--- START ---

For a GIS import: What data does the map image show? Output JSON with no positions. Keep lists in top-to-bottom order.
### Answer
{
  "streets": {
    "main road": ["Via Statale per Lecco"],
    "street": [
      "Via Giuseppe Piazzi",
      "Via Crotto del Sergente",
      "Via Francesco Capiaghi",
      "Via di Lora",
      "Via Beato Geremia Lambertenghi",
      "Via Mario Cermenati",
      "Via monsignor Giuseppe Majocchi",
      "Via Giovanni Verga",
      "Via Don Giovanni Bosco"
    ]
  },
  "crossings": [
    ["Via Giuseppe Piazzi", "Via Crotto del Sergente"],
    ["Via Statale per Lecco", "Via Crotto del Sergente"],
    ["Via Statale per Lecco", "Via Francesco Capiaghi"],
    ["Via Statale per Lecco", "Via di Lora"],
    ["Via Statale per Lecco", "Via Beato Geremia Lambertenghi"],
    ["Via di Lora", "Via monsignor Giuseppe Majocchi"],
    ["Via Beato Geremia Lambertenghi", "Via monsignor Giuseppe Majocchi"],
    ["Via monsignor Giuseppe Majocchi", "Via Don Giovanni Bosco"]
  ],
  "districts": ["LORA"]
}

--- END ---

About this exercise
The material above needs to be copied out in full, exactly as given.

Solved exercise
For a GIS import: What data does the map image show? Output JSON with no positions. Keep lists in top-to-bottom order.
### Answer
{
  "streets": {
    "main road": ["Via Statale per Lecco"],
    "street": [
      "Via Giuseppe Piazzi",
      "Via Crotto del Sergente",
      "Via Francesco Capiaghi",
      "Via di Lora",
      "Via Beato Geremia Lambertenghi",
      "Via Mario Cermenati",
      "Via monsignor Giuseppe Majocchi",
      "Via Giovanni Verga",
      "Via Don Giovanni Bosco"
    ]
  },
  "crossings": [
    ["Via Giuseppe Piazzi", "Via Crotto del Sergente"],
    ["Via Statale per Lecco", "Via Crotto del Sergente"],
    ["Via Statale per Lecco", "Via Francesco Capiaghi"],
    ["Via Statale per Lecco", "Via di Lora"],
    ["Via Statale per Lecco", "Via Beato Geremia Lambertenghi"],
    ["Via di Lora", "Via monsignor Giuseppe Majocchi"],
    ["Via Beato Geremia Lambertenghi", "Via monsignor Giuseppe Majocchi"],
    ["Via monsignor Giuseppe Majocchi", "Via Don Giovanni Bosco"]
  ],
  "districts": ["LORA"]
}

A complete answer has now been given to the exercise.